Перед тем, как выйти в полуфинал турнира в Штутгарте, 20-я ракетка мира Пеер была приглашена на День памяти жертв Холокоста. В Польше она присоединилась к правозащитнику Натану Щаранскому, и они возглавили Марш Жизни и посетили бывшие лагеря Освенцима. Вместе с Пеер была и Экштейн. Шахар уговорила бабушку вернуться в те места, где та вместе с сестрой пережила кошмар в 1945.

«Прежде я говорила, что никогда не вернусь туда, – сказала Экштейн в телефонном интервью, – Но они пригласили Шахар, и я решила, что поеду».

Экштейн победила страх перед воспоминаниями, а Пеер вырвалась из кокона тенниса и вместе с 10 000 марширующих, большую часть которых составили студенты со всего мира, совершила большое дело. С флагом Израиля в руках она своими глазами увидела место, где погибли ее родственники, и уехала оттуда с совершенно другой точкой зрения на повышенное внимание, которое к ней как к спортсменке из Израиля было приковано в последние два года.

Сейчас Пеер играет в рамках европейского грунтового сезона, и она приблизилась к 3 000 000 долларов заработанных призовых. Но слава, в отличие от заработанных денег, пришла к ней не так, как она представляла, или хотела. Она пришла, когда власти ОАЭ отказали ей в уже обещанной въездной визе в Дубай на турнир в 2009 году.
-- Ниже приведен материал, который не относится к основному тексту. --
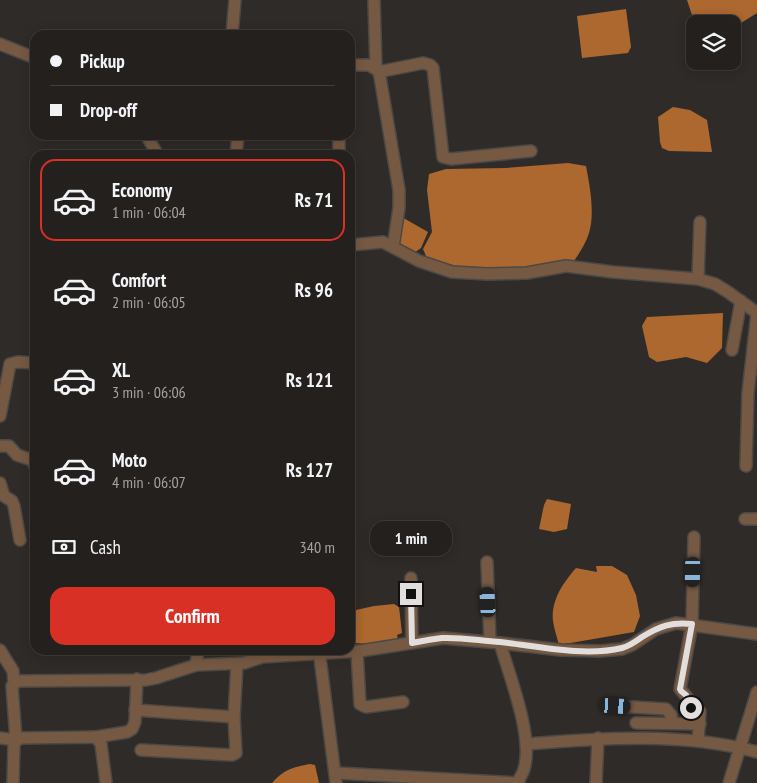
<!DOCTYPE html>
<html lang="en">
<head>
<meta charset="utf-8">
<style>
	:root { --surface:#23201e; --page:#2b2827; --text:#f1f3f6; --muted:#a3a3a4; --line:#403e3c; --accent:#d93025 }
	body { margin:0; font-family:"PT Sans Narrow",sans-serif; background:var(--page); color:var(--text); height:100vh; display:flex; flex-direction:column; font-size:19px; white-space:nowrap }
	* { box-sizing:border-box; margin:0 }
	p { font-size:16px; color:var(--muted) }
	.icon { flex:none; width:28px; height:28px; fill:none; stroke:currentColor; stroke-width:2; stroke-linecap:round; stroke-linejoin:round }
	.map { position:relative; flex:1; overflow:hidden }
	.panel { position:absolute; left:30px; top:150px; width:325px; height:505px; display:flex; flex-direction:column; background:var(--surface); border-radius:15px; box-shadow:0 2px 12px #0003,0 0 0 1px var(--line) }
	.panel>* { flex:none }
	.top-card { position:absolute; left:30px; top:30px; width:325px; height:110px; border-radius:15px; box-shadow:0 2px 12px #0003,0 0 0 1px var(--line); display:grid; align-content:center; height:110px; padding:0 20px; background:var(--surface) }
	.buttons { position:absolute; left:686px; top:15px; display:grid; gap:10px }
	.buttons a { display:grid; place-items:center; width:55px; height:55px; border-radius:10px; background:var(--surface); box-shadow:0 2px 12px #0003,0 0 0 1px var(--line); font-size:25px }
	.end { position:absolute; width:22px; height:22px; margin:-11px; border:6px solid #e1dedd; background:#111; box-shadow:0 0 0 2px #111 }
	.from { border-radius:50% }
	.bubble { position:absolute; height:35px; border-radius:15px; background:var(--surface); box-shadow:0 2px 12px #0003,0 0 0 1px var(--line); font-size:16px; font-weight:800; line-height:35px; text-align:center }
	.car { position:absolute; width:15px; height:30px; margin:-15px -8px; border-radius:6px; box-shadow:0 0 4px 1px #0007; background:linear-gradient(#222 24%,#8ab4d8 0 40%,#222 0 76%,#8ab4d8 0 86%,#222 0) }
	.top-card b { display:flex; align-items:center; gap:18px; height:48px; font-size:19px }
	.top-card b+b { border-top:1px solid var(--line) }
	.top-card i { width:12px; height:12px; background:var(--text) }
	ul { padding:9px 0 0; list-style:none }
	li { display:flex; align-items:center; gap:15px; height:82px; margin:0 10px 8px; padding:0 10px; border:2px solid transparent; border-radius:15px }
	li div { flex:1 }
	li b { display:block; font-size:19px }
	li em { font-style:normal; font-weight:800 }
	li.on { border-color:var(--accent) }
	li>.icon { width:45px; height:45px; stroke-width:1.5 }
	.pay { display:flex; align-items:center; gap:12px; height:55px; padding:0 20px; font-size:19px }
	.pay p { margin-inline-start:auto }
	.cta { display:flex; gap:10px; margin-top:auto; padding:10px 20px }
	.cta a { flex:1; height:58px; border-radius:15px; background:var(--accent); color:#fff; font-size:20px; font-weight:800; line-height:58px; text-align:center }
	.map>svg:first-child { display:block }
</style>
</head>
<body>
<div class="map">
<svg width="757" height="783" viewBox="0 0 757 783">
	<rect width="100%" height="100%" fill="#2f2b28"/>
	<g fill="#ac682f">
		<polygon points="687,0 757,0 757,13 733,28 732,24 695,24"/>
		<polygon points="626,9 631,47 628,53 582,58 577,16"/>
		<polygon points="673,107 690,110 707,120 712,152 669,151 662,148 660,142 658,117"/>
		<path d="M568,163L586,166C590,187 595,213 589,233C586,243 580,252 574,261L542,270L452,272L425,258L426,256L423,249L432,232L427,190L429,174L446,169L506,168Z"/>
		<polygon points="400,216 428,232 421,248 414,253 388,239 393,222"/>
		<polygon points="723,313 722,348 707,363 686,357 657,362 649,357 642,326 647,317"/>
		<polygon points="547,499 571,504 567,529 554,532 539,529 544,505"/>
		<path d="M596,566H612L627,575L636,595L640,616L634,632L559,645C557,637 554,629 553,621C551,600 563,583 576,568L597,572Z"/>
		<path d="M394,604L399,607L402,633L397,635L398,640L370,644L355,643C352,632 352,621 356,610L374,606Z"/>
		<path d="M310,764L315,765L319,783H272C283,770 293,767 310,764Z"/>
	</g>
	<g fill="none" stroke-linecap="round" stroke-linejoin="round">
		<defs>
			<g id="minor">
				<polyline points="374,0 376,69"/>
				<polyline points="232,35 235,0"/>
				<polyline points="0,44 35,58"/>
				<polyline points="350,65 369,65 379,71 383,71 423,63 430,65 433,68 443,157 451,159 531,151"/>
				<polyline points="379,71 399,190 399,208 393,247"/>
				<polyline points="146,135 158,155"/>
				<polyline points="236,155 238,135"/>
				<polyline points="339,155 339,135"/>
				<polyline points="350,245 383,242 419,261 452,272 487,274 527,273 566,266 613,272 698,279 715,284 728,292 757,313"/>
				<polyline points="698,279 700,222"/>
				<polyline points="732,350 741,301"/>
				<polyline points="0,416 10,364 18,362 35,363"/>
				<polyline points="0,446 9,446 17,455 32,460 35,466"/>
				<polyline points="746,466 748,393 757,313"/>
				<polyline points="0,483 4,496 12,501 14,506 20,540"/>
				<polyline points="745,519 757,519"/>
				<polyline points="694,537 692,624 680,689 687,697 688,706 700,712 698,740"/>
				<polyline points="487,562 490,642"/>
				<polyline points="411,578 412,643"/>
				<path d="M500,643C509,675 534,737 524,769C523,774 519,779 517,783"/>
				<polyline points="0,650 13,671 14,683"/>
				<polyline points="319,650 336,783"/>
				<polyline points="357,651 360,704 366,707 403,702"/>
				<polyline points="196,665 198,650"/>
				<polyline points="616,706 666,709 671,715 672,723"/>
				<polyline points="135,710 234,717"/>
				<polyline points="636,723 700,724"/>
				<polyline points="96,737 127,732 132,729 135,722 137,679"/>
				<polyline points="0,738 16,740 12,686 18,681 146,680 156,678 196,665 244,663 262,657 360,651 443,638 500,643 561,650 600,651 622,649 632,645 656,629 676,623 757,634"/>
				<path d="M526,744C602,738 682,732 757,752"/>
				<polyline points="141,750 232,755 236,753 234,717 237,664"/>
				<polyline points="336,773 519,783"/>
				<polyline points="13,783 14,743 20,738 96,737 101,744 106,783"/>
				<polyline points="596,783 598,738"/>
				<polyline points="729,783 757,692"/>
			</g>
		</defs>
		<use href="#minor" stroke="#4b4845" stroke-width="14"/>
		<use href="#minor" stroke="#765943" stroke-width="11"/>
	</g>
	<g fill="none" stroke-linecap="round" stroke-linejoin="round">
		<path stroke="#e1dedd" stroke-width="6" d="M411,594L412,643C422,641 432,639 442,638C461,637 481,641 500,642C537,646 584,657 622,648C630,646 635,642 642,637C660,626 671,622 692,624L680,689L681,691L686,695L688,706L691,708"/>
	</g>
</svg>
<div class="buttons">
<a><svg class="icon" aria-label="layers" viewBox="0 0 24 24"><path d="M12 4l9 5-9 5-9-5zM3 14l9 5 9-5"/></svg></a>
</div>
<i class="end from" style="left:691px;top:708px"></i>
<i class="end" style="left:411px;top:594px"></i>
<div class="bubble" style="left:370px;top:521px;width:82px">1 min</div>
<i class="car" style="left:693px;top:572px;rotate:181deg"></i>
<i class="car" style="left:488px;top:602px;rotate:357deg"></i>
<i class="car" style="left:616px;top:706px;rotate:93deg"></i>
<div class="top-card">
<b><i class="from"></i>Pickup</b>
<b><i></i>Drop-off</b>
</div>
<section class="panel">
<ul>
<li class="on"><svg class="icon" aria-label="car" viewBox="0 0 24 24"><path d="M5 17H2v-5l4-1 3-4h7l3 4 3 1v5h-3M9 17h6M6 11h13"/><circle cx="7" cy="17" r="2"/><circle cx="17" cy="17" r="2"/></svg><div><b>Economy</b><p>1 min · 06:04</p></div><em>Rs 71</em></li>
<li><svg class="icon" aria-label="car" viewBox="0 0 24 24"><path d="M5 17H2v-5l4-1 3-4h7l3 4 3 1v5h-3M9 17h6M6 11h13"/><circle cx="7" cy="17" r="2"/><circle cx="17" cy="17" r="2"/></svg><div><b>Comfort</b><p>2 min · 06:05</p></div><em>Rs 96</em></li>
<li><svg class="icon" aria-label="car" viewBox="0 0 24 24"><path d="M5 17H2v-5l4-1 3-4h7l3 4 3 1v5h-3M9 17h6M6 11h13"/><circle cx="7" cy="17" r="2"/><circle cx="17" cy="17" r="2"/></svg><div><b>XL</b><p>3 min · 06:06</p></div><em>Rs 121</em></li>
<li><svg class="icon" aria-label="car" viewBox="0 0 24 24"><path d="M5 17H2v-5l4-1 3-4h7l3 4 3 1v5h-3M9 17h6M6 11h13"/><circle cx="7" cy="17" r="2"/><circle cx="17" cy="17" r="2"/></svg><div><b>Moto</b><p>4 min · 06:07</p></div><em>Rs 127</em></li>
</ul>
<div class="pay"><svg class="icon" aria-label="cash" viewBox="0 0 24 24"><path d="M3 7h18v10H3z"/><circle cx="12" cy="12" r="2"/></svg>Cash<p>340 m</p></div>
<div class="cta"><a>Confirm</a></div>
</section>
</div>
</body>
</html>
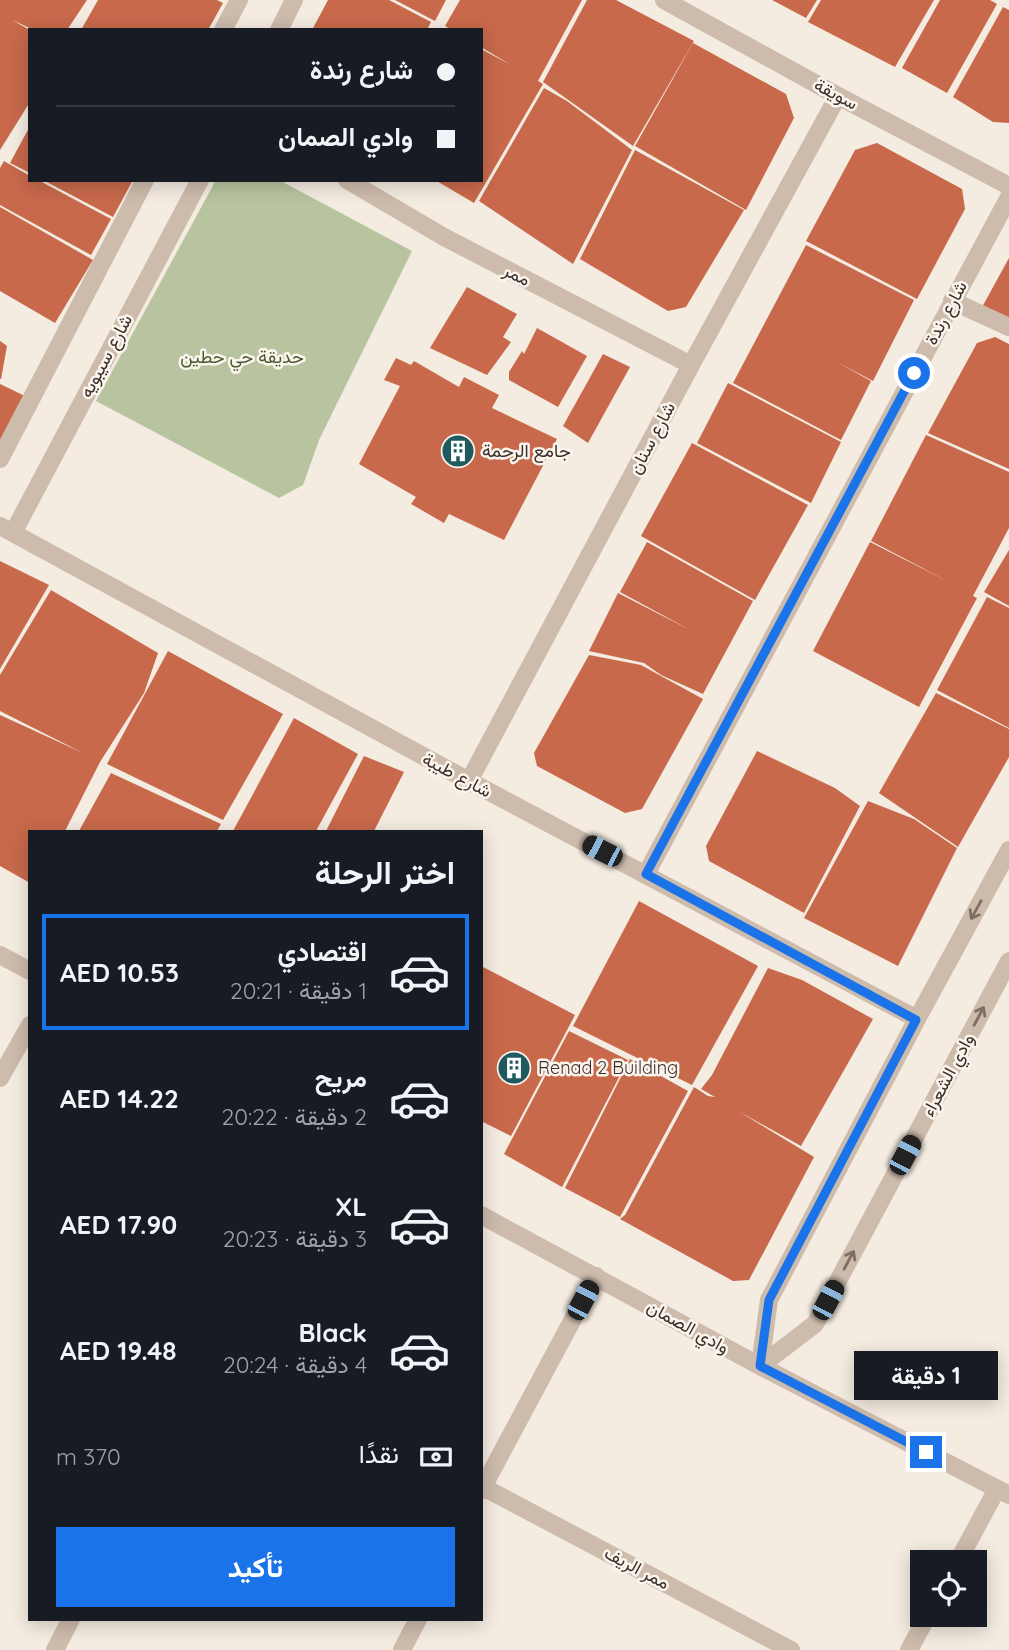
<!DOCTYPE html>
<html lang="ar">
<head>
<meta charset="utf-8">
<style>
	:root { --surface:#171b24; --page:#242831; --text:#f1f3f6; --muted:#9ea1a6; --line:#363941; --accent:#1a73e8 }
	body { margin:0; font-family:Quicksand,Vazirmatn,sans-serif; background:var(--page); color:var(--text); direction:rtl; height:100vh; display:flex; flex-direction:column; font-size:26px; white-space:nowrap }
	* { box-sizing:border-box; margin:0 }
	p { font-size:23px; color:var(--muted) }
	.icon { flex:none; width:38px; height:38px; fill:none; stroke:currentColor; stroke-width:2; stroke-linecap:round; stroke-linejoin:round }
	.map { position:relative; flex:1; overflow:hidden; direction:ltr }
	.side { position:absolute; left:28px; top:830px; width:455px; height:791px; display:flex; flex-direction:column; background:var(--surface); border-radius:0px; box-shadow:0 4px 18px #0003; direction:rtl }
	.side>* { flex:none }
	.guide { position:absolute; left:28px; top:28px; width:455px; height:154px; border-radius:0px; box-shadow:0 4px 18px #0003; direction:rtl; display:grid; align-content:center; height:154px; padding:0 28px; background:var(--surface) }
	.fabs { position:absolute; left:910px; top:1550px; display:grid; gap:14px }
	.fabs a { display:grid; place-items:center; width:77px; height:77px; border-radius:0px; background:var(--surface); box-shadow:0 4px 18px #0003; font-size:35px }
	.end { position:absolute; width:32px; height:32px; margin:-16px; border:9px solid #1a73e8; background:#fff; box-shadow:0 0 0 4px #fff }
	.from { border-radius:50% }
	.bubble { position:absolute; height:49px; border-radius:0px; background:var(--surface); box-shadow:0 4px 18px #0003; font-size:23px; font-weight:700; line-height:49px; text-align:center; direction:rtl }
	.car { position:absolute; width:21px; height:42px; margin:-21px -10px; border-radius:9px; box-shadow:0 0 5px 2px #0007; background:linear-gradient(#222 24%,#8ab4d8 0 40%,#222 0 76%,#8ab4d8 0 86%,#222 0) }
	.guide b { display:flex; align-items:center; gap:24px; height:66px; font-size:26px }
	.guide b+b { border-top:2px solid var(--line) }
	.guide i { width:18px; height:18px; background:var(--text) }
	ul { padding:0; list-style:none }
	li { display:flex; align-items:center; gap:21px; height:116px; margin:0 14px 10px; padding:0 14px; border:4px solid transparent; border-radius:0px }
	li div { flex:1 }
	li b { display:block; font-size:26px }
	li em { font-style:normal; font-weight:700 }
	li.active { border-color:var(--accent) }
	li>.icon { width:63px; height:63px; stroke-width:1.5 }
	h2 { padding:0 28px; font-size:32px; line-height:84px }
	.pay { display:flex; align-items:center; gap:18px; height:77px; padding:0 28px; font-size:26px }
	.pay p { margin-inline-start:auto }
	.action { display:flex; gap:14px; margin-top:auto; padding:14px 28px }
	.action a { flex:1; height:80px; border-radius:0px; background:var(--accent); color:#fff; font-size:28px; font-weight:700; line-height:80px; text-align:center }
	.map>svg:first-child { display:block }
	.green { fill:#b8c4a0 }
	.building { fill:#c8694b }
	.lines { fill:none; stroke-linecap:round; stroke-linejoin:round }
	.minor { stroke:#cdbbac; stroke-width:18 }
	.oneway { stroke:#7d6f65 }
	.route { stroke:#1a73e8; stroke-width:9 }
	.labels { text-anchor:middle; stroke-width:5; stroke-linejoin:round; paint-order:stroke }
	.street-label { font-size:18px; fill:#3b302b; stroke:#fbf5ee }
	.park-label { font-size:18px; fill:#4a5a2e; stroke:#fbf5ee }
	.poi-label { font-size:18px; fill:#3b302b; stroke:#fbf5ee; text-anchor:start }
</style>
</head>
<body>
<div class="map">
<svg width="1009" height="1650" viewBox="0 0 1009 1650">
	<rect width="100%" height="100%" fill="#f4ebe1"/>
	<!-- green -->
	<path class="green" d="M216,180h63l133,71 -93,189 -16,45 -24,13 -183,-97z"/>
	<!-- building -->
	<path class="building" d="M0,0h87l-20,30h-33l-22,-10 18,10v72l-30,48z
		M98,0h119l6,3 -15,27h-127z
		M328,0h61l42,22 -4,8h-115z
		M395,0h51l-11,21z
		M460,0h122l-44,81 5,3 -69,119 -39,-23h46v-131l30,16 -30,-18v-17h-29l-7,-4z
		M587,0h29l78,41 -61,105 -90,-64z
		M772,0h45l-11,18z
		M821,0h113l-39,67 -87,-45z
		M940,0h50l7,4 -50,89 -45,-25z
		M1003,7l6,3v113l-16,-1 -40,-25z
		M693,43l93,51 8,24 -48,92 -111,-64z
		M544,88l23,13 65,49 -59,114 -94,-63z
		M30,126v47l-20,-10z
		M877,143l85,46 3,20 -48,90 -111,-58 49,-91z
		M635,150l109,60 -58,97 -18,4 -88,-52z
		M4,161l26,15v4h8l73,39 -20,36 -91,-50v-37z
		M43,180h90l-20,37z
		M0,207l93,53 -38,63 -55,-32z
		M806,245l108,55 -41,81 -36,-19 34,19 -30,59 -108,-57z
		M1009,258v64l-28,-13z
		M467,287l50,27 -14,23 8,5 -24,33 -57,-27z
		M537,328l50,28 -29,51 -49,-27v-8l13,-21 2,3z
		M995,337l14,7v125l-81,-36 49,-90z
		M0,341l7,5 -6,33h-1z
		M603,354l27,13 -42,76 -25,-17z
		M396,358l15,7 3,-4 45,26 5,-10 35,18 -7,13 65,31 -53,101 -55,-26 -5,9 -33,-19 5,-7 -57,-33 41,-78 -16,-6z
		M728,383l113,59 -30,61 -114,-60z
		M0,384l27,13 -27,47z
		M926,435l83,37v56l-36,68 4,2 -58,109 -106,-56 57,-109 79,40 -78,-41z
		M692,443l116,62 -53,95 -114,-64z
		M647,542l106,59 -50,93 -42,-19 -17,-12 -55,-12 29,-58 74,38 -72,-39z
		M1009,550v56l-25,-14z
		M0,561l49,24 -49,84z
		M51,590l107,63 -14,40 -44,69 -35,69h-35v52l-30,-17v-151l83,38 -83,-42v-36z
		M987,597l22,11v120l-72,-38z
		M168,651l115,63 -60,106 -116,-56z
		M589,655l52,10 62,34 -61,110 -17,4 -88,-47 -3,-13z
		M936,693l73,36v28l-51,90 -79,-54z
		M294,718l64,36 -42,77h-83z
		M757,751l78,37 25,18 -56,107 -95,-52 -3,-15z
		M364,756l40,16 -30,59h-48z
		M111,773l110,51 -4,7h-138z
		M868,801l46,18 43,29 -59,118 -94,-48z
		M639,901l119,65 -66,119 -119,-59z
		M481,966l94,49 -64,121 -30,-15z
		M768,968l34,12 71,39 -72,127 -63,-35 76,46 -65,123 -16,1 -113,-62 5,-4 69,-128 14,9 7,1 -14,-8 11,-14z
		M569,1031l59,29 -66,127 -58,-33z
		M630,1059l58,32 -68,126 -55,-29z"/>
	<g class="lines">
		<!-- minor -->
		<path class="minor" d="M664,0l174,96 171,90
			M223,30l16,-30
			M279,30l15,-30
			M347,180l97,57 247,128
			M952,301l57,26
			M0,459l145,-279
			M0,526l469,255 448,238
			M13,533l187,-353
			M469,781l222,-416 147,-269
			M646,874l363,-677
			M0,955l30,16
			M0,1078l30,-53
			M481,1215l279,151 249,129
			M760,1366l9,-66 148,-281 92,-169
			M760,1366l55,-42 194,-363
			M483,1487l308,163
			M481,1491l115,-215
			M957,1563l40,-74
			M55,1650l16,-31
			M402,1650l16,-31
			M909,1650l19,-35"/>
	</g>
	<!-- one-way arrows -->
	<defs><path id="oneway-shaft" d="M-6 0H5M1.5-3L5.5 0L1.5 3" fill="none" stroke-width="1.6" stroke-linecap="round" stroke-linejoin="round" transform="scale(1.75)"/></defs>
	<g class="oneway">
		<use href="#oneway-shaft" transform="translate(976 910) rotate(119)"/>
		<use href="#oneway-shaft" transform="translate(979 1016) rotate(-62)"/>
		<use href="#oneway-shaft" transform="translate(849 1260) rotate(-62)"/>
	</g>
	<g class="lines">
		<!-- route -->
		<path class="route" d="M914,373l-268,501 270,146 -147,280 -9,66 166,86"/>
	</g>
	<!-- icons -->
	<defs>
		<symbol id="building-disc" viewBox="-11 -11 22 22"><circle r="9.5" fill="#1f5a5e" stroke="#fbf5ee"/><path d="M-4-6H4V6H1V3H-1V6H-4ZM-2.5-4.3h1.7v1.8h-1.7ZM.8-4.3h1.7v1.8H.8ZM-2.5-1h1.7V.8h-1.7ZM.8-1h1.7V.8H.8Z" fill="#fff"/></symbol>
	</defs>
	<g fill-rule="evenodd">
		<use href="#building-disc" x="439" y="432" width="38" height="38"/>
		<use href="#building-disc" x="495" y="1049" width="38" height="38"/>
	</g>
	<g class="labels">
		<!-- street labels -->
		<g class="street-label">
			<text transform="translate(836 94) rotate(28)" y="6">سويقة</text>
			<text transform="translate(517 275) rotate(27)" y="6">ممر</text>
			<text transform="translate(946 313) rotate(-62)" y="6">شارع رندة</text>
			<text transform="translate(106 356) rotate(-62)" y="6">شارع سيبويه</text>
			<text transform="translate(652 438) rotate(-62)" y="6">شارع سنان</text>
			<text transform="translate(457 775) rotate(28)" y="6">شارع طيبة</text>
			<text transform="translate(948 1075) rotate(-62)" y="6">وادي الشعراء</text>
			<text transform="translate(688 1327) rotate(29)" y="6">وادي الصمان</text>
			<text transform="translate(637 1568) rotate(28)" y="6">ممر الريف</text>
		</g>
		<!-- park labels -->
		<g class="park-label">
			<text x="242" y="363">حديقة حي حطين</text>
		</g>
		<!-- poi labels -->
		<g class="poi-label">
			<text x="482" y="457">جامع الرحمة</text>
			<text x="538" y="1074">Renad 2 Building</text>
		</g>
	</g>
</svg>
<div class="fabs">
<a><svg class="icon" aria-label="locate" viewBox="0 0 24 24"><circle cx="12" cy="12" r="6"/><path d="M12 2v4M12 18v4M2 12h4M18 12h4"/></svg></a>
</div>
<i class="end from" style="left:914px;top:373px"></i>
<i class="end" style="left:926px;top:1452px"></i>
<div class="bubble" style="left:854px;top:1351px;width:144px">1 دقيقة</div>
<i class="car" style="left:602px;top:851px;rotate:297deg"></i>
<i class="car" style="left:905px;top:1155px;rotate:28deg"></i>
<i class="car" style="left:583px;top:1300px;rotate:28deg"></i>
<i class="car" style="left:828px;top:1300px;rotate:28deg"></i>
<div class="guide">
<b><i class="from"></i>شارع رندة</b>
<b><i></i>وادي الصمان</b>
</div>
<section class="side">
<h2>اختر الرحلة</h2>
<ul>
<li class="active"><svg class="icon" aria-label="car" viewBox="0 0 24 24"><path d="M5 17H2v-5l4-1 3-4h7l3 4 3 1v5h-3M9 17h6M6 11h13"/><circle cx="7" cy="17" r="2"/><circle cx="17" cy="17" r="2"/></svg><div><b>اقتصادي</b><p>1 دقيقة · 20:21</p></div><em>AED 10.53</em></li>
<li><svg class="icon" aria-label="car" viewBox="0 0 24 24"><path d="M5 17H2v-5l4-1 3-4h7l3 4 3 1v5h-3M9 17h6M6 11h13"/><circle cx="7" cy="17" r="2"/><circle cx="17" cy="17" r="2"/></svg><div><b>مريح</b><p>2 دقيقة · 20:22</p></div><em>AED 14.22</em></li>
<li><svg class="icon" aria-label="car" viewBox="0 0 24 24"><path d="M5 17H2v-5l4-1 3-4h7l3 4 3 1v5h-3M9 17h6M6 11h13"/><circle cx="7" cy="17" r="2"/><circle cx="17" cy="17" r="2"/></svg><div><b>XL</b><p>3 دقيقة · 20:23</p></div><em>AED 17.90</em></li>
<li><svg class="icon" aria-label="car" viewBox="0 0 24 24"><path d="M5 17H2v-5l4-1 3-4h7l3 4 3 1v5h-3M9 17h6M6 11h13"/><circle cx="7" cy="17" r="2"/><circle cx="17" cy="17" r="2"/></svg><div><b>Black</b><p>4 دقيقة · 20:24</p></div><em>AED 19.48</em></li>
</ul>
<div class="pay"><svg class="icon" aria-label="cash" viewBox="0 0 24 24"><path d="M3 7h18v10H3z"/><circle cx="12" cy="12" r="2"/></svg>نقدًا<p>370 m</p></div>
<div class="action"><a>تأكيد</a></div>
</section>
</div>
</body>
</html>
Пеер говорит, что ее профессиональное стремление – выиграть турнира «Большого шлема» – не изменилось. Однако оно усилилось уважением и признательностью к своим корням.

«Что бы моя карьера мне ни приносила – победы, поражения – теперь я знаю, что есть вещи намного важнее. Просьба возглавить марш прибавила мне сил, дала представление о ценностях, которых у меня не было в мои 23», – рассказала она в телефонном интервью.

Пеер выросла без особого религиозного или политического воспитания, хотя в ее семье празднуют религиозные праздники и жгут свечи на Шаббат. Ее отец – Довик – работал в компьютерной индустрии, а мама – Ализа – нянчилась с детьми.

В ее семье играли в теннис, и Шахар была звездой – уже в 10 она обыгрывала соперников старше ее. В 2001 она выиграла Orange Bowl в категории до 14, а в 2007 достигла наивысшей для себя – 15 – позиции в рейтинге WTA.

Тот скандал, который разгорелся, когда Пеер не пустили в Дубай – кстати, она же всех и успокаивала – позволил израильскому теннисисту Энди Раму на следующей неделе сыграть там в паре. Сама Пеер тоже смогла выступить в ОАЭ, но уже в 2010. И для нее были созданы специальные условия – она жила отдельно от других игроков, и ей было разрешено ездить только от отеля до кортов, и то под серьезной охраной.

В Дубае к тому времени и так уже царило напряжение из-за убийства лидера Хамас Махмуда аль-Мабхуха в январе в отеле недалеко от теннисного комплекса.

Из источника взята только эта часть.